JUDGMENT OF SIMON FRANCE J (Appeal against conviction)

[1]      This is an unopposed appeal against conviction.   For reasons that can be briefly stated I consider that the Crown concession is proper.  The issue which arises for me is whether its request for a rehearing should be granted.

Facts

[2]      Mr A   was charged with driving while disqualified.
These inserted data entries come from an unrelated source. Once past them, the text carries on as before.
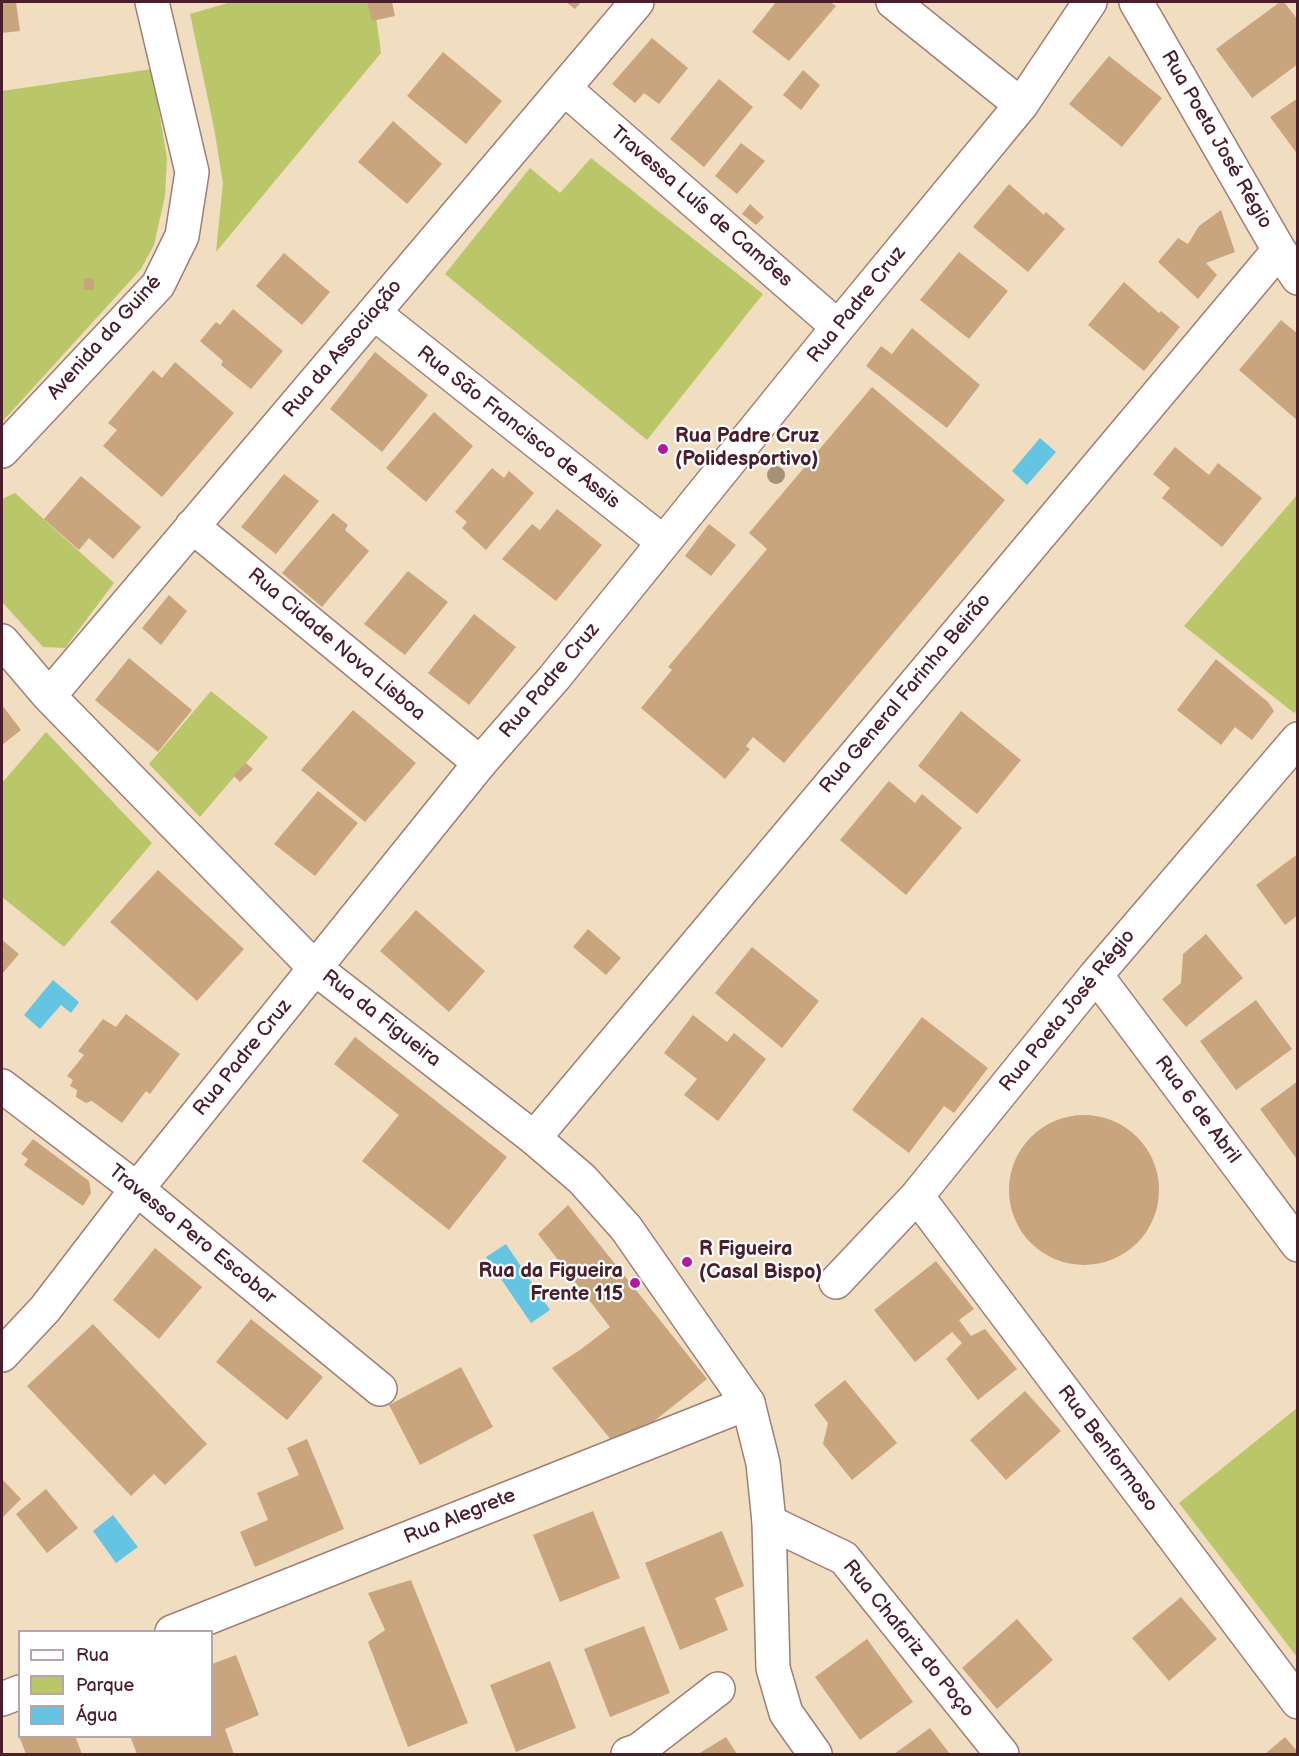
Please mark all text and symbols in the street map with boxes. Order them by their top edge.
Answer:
street label: Rua Poeta José Régio [1155,47,1277,233]
street label: Travessa Luís de Camões [605,121,797,293]
street label: Rua Padre Cruz [803,242,911,368]
street label: Avenida da Guiné [43,271,167,405]
street label: Rua da Associação [278,275,408,423]
street label: Rua São Francisco de Assis [412,341,624,515]
place label: Rua Padre Cruz (Polidesportivo) [675,425,819,472]
marker: Rua Padre Cruz (Polidesportivo) [656,442,670,456]
street label: Rua Cidade Nova Lisboa [242,564,430,726]
street label: Rua General Farinha Beirão [815,589,997,799]
street label: Rua Padre Cruz [495,619,605,743]
street label: Rua Poeta José Régio [995,925,1141,1097]
street label: Rua da Figueira [317,965,445,1073]
street label: Rua Padre Cruz [189,995,297,1121]
street label: Rua 6 de Abril [1149,1052,1245,1168]
street label: Travessa Pero Escobar [103,1160,281,1310]
place label: R Figueira (Casal Bispo) [699,1238,822,1285]
marker: R Figueira (Casal Bispo) [680,1255,694,1269]
place label: Rua da Figueira Frente 115 [478,1260,623,1307]
marker: Rua da Figueira Frente 115 [628,1276,642,1290]
street label: Rua Benformoso [1052,1381,1162,1517]
street label: Rua Alegrete [401,1484,519,1550]
street label: Rua Chafariz do Poço [837,1555,979,1723]
legend [18,1630,213,1738]
text: Rua [76,1645,109,1666]
text: Parque [76,1675,134,1696]
text: Água [76,1705,117,1726]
[3]      On 16 January 2009 an off duty officer was involved in a driving incident.  A

green Cherokee jeep was accelerating fast away from lights on the inside of the

A V NEW ZEALAND POLICE HC WANG CRI 2009-483-22 3 September 2009

officer.  He went to change lanes; the officer tooted his horn and the driver of the jeep gestured with his fingers.  There then followed a short period of harassment by the jeep driver, including tailgating before they turned in opposite directions.  The officer did not get the number plate.  He went to the police station and filed a report. He had a good opportunity to see the person, and he noticed heavy tattooing on the right arm and hand.
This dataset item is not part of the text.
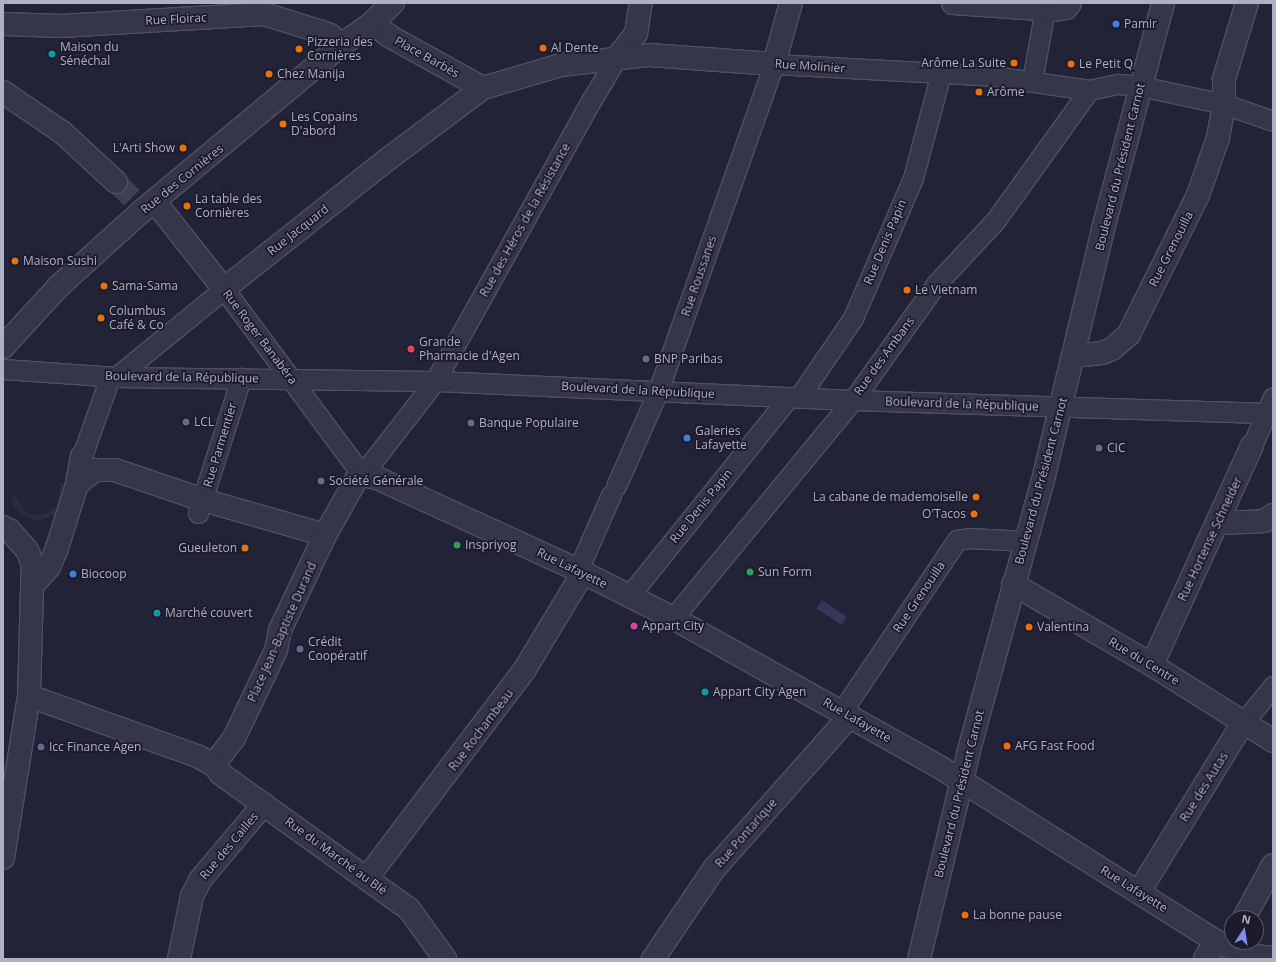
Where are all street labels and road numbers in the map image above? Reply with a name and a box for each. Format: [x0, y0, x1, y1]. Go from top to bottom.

[4]      One week later, while on duty, he saw the jeep parked in Hackett Street, Wanganui.  He took the registration number.  Two to three days later he drove by the address.   The jeep was not there but sitting on the porch was the man the officer believes was the driver.  Nothing else was done about that.  In Court the officer made a dock ID of Mr A  .

[5]      Mr A   was not arrested on this matter till three months later.  Why it had come to be believed he was the driver is not known.

Discussion

[6]      That is the extent of the police evidence.  The appeal has preceded on one of counsel error, it being said that Mr A  ’ alibi defence was not put.   The alibi witness was called but proper alibi evidence was not led from him.  Mr A   was not called.   His version of why, and the advice he says he received, if accepted would indicate a significant counsel error.
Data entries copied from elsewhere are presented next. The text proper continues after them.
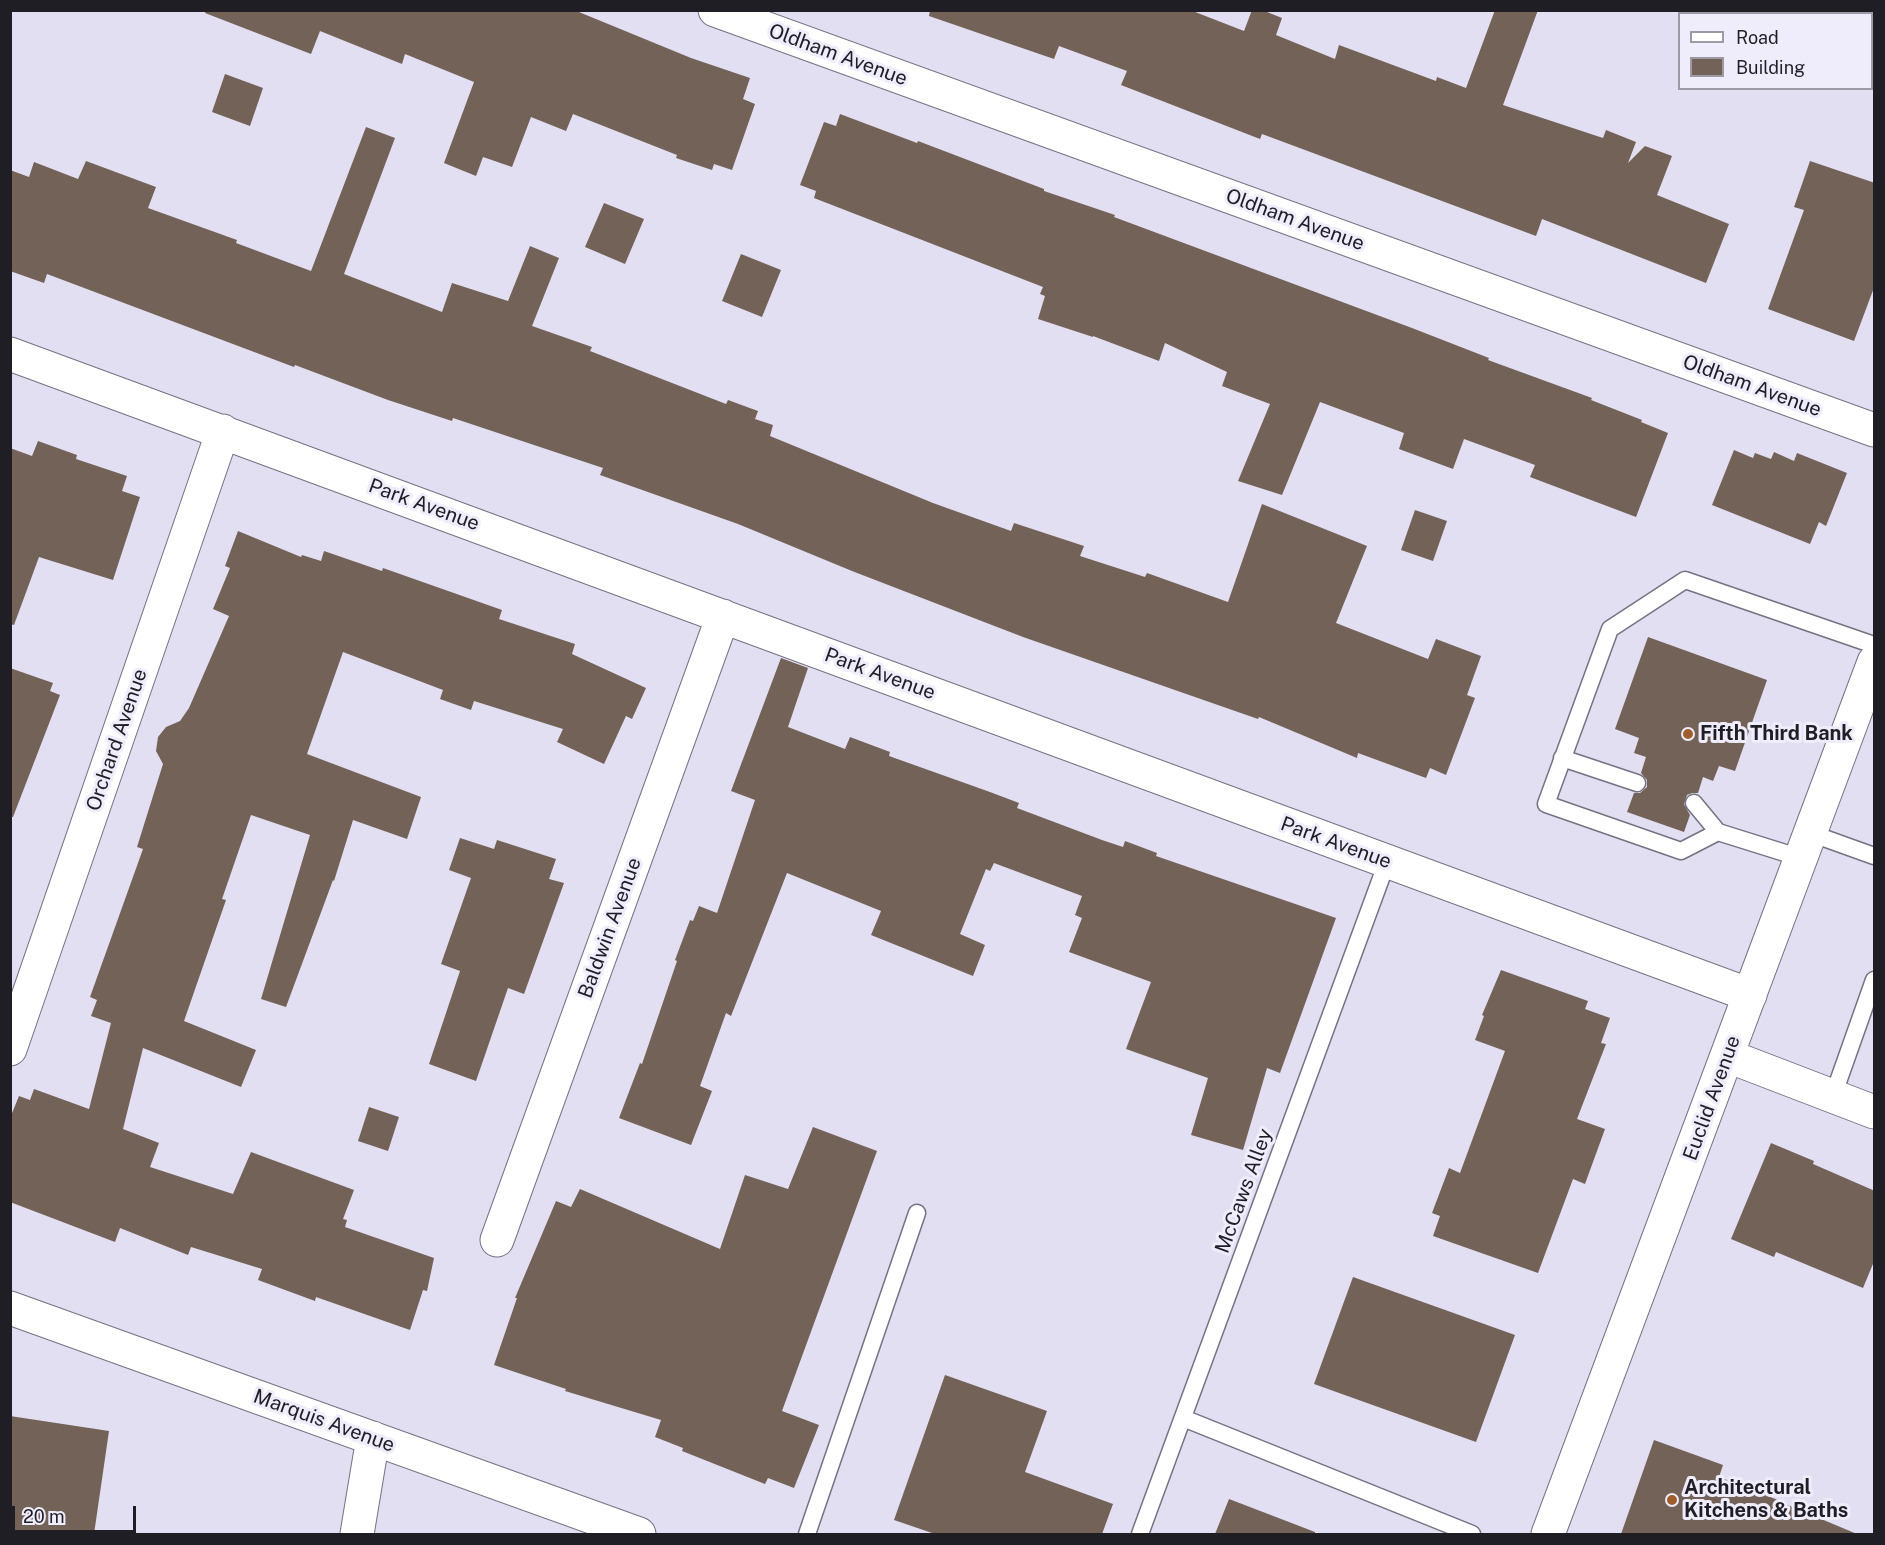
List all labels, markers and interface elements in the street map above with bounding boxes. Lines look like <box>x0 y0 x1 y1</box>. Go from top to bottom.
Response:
legend <box>1678 12 1873 90</box>
street label: Oldham Avenue <box>766 19 910 91</box>
text: Road <box>1736 27 1779 48</box>
text: Building <box>1736 57 1805 78</box>
street label: Oldham Avenue <box>1223 184 1367 256</box>
street label: Oldham Avenue <box>1680 350 1824 422</box>
street label: Park Avenue <box>365 474 483 536</box>
street label: Park Avenue <box>821 643 939 705</box>
street label: Orchard Avenue <box>81 666 153 814</box>
place label: Fifth Third Bank <box>1700 722 1853 746</box>
marker: Fifth Third Bank <box>1681 727 1695 741</box>
street label: Park Avenue <box>1277 812 1395 874</box>
street label: Baldwin Avenue <box>573 854 647 1002</box>
street label: Euclid Avenue <box>1678 1032 1746 1164</box>
street label: McCaws Alley <box>1210 1126 1278 1256</box>
street label: Marquis Avenue <box>250 1384 398 1458</box>
place label: Architectural Kitchens & Baths <box>1684 1476 1848 1523</box>
marker: Architectural Kitchens & Baths <box>1665 1493 1679 1507</box>
scale bar <box>15 1494 140 1532</box>
text: 20 m <box>23 1506 65 1527</box>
[7]      There is no affidavit from trial counsel.  Mr Rowe has spoken to her and has included in his submission the gist of counsel’s response.   No affidavit is filed because the Crown accept that, regardless of whose fault it is, the defence was not put.  A rehearing is sought.

[8]      Mr A   evidence, amongst other things, is that he knows the person who lives at the address outside which the jeep was parked.  He is a person who scares Mr A   so that is why he did not approach him prior to trial.  Mr A   says this person has tattooing as described by the prosecution witness.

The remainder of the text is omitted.